TASK ITEM
From the records below, state how many lines include the word "stream", giving only that number.

--- START ---

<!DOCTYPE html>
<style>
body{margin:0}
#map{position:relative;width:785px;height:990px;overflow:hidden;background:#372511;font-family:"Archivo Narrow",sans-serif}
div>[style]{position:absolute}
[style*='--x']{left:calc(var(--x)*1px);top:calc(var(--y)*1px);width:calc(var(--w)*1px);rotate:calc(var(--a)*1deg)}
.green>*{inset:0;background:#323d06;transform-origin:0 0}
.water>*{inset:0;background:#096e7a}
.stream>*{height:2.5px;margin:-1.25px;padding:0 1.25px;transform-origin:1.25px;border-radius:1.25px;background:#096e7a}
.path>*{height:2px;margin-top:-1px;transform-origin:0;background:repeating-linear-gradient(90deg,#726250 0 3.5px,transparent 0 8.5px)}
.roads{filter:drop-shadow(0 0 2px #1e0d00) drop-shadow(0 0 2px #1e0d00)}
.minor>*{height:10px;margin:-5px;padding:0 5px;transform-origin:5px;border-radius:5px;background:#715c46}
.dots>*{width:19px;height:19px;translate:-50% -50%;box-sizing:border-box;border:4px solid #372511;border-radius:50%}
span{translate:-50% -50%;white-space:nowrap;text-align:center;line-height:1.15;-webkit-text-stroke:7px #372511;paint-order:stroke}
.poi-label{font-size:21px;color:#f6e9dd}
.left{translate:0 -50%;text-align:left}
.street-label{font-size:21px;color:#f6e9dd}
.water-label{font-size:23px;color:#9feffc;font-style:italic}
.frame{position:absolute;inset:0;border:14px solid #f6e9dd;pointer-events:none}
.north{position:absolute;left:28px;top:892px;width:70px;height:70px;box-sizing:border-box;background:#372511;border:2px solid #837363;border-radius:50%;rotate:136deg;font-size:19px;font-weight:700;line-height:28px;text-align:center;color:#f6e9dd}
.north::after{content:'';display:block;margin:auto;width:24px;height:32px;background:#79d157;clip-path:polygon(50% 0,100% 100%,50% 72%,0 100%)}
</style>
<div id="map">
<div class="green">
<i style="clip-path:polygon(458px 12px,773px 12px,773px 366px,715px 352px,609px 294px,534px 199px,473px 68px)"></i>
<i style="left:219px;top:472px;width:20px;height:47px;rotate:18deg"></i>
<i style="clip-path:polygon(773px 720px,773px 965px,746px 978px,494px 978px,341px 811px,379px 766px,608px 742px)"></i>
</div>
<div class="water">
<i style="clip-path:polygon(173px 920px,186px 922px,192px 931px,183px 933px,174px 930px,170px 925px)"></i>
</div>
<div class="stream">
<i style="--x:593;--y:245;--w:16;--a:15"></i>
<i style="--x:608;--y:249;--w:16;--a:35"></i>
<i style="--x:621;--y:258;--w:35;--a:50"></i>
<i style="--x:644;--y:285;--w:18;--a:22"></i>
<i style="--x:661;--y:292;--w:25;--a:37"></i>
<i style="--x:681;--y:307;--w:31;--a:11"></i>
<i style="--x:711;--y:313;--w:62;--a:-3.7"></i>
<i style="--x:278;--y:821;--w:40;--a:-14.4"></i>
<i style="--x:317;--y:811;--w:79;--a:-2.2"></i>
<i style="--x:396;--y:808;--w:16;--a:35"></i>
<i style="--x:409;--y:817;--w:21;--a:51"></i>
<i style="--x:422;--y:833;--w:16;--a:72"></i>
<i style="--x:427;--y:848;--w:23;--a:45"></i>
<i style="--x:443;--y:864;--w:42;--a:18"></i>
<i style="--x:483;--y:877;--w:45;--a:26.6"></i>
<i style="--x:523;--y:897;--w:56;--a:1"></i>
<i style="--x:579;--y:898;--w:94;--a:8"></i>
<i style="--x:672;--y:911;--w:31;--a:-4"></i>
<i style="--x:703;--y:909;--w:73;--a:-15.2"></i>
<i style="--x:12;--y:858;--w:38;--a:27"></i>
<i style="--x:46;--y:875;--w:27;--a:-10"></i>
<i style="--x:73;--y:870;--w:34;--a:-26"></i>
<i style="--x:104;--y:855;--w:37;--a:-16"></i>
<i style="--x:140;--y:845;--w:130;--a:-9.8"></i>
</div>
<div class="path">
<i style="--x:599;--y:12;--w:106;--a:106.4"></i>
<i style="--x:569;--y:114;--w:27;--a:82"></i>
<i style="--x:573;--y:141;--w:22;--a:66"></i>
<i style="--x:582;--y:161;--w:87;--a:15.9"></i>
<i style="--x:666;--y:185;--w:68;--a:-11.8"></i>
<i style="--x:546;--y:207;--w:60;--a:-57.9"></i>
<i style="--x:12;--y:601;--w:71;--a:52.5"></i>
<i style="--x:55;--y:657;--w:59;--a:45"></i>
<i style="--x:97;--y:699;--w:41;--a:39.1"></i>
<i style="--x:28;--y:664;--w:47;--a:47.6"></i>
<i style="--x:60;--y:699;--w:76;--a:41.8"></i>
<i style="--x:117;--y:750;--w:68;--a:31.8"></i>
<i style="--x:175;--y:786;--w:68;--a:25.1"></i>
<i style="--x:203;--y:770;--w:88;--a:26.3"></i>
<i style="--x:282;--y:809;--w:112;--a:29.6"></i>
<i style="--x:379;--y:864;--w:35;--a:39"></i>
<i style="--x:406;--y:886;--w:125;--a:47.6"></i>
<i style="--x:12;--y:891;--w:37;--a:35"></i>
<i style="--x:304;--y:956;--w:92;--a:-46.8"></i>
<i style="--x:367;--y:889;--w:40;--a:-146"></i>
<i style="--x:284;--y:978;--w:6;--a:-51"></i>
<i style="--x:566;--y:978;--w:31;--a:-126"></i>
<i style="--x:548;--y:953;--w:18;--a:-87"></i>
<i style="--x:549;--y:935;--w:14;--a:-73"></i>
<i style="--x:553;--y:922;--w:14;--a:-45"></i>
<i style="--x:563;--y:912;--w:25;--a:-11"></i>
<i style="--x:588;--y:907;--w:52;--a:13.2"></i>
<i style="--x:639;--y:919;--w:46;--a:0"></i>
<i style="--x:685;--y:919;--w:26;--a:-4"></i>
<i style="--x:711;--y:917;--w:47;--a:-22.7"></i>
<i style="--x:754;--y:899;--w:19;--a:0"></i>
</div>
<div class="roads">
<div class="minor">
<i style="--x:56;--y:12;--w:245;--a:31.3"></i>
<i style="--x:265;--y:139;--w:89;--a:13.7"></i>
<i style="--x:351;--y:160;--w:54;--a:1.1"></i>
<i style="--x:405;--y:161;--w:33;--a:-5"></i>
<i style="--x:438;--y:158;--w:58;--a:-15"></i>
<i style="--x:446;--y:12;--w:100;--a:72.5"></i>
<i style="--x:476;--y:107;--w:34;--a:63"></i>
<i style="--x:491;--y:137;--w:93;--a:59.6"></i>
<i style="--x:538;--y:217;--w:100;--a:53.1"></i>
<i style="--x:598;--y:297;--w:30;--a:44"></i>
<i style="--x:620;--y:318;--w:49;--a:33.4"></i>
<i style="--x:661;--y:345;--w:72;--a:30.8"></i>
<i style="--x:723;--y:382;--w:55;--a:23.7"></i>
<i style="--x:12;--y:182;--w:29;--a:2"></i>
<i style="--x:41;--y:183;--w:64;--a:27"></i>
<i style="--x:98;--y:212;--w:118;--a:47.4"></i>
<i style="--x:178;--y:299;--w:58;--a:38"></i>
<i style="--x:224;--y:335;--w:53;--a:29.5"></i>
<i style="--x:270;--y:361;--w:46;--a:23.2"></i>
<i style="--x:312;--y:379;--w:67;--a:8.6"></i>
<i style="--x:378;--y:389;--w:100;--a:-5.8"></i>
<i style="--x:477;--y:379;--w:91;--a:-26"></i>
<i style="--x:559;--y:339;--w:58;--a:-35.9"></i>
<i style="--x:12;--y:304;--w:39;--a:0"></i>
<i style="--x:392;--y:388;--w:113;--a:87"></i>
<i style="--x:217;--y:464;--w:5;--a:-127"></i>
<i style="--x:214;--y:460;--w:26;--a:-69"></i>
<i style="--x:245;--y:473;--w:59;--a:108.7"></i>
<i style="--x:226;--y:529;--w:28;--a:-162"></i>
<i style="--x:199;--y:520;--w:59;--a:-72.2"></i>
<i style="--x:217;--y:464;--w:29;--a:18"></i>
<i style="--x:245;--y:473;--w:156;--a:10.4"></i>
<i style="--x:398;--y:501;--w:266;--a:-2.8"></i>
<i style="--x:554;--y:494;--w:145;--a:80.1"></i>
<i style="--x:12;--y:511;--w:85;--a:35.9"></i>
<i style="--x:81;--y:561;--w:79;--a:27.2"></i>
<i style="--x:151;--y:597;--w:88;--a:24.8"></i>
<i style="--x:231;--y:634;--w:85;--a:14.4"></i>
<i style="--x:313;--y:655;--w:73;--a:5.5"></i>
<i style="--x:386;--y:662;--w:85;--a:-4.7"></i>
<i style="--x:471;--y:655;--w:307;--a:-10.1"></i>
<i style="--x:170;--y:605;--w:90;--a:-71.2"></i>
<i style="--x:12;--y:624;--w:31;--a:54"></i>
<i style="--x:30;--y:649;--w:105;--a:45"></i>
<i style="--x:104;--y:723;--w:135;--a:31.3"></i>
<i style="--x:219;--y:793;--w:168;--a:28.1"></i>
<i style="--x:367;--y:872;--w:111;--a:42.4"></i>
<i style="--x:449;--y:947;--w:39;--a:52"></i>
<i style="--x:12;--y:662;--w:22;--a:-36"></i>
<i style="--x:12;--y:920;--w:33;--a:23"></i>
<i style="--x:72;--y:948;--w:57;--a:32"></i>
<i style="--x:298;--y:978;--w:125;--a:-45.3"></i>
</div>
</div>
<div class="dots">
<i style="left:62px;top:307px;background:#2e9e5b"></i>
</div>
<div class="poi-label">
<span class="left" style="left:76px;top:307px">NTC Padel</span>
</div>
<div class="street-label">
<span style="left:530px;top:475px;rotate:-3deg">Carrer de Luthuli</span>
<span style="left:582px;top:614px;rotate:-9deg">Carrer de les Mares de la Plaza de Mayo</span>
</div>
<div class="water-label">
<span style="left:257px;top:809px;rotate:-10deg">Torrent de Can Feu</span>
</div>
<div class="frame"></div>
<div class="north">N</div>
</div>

--- END ---

ANSWER FOR THIS EXERCISE
2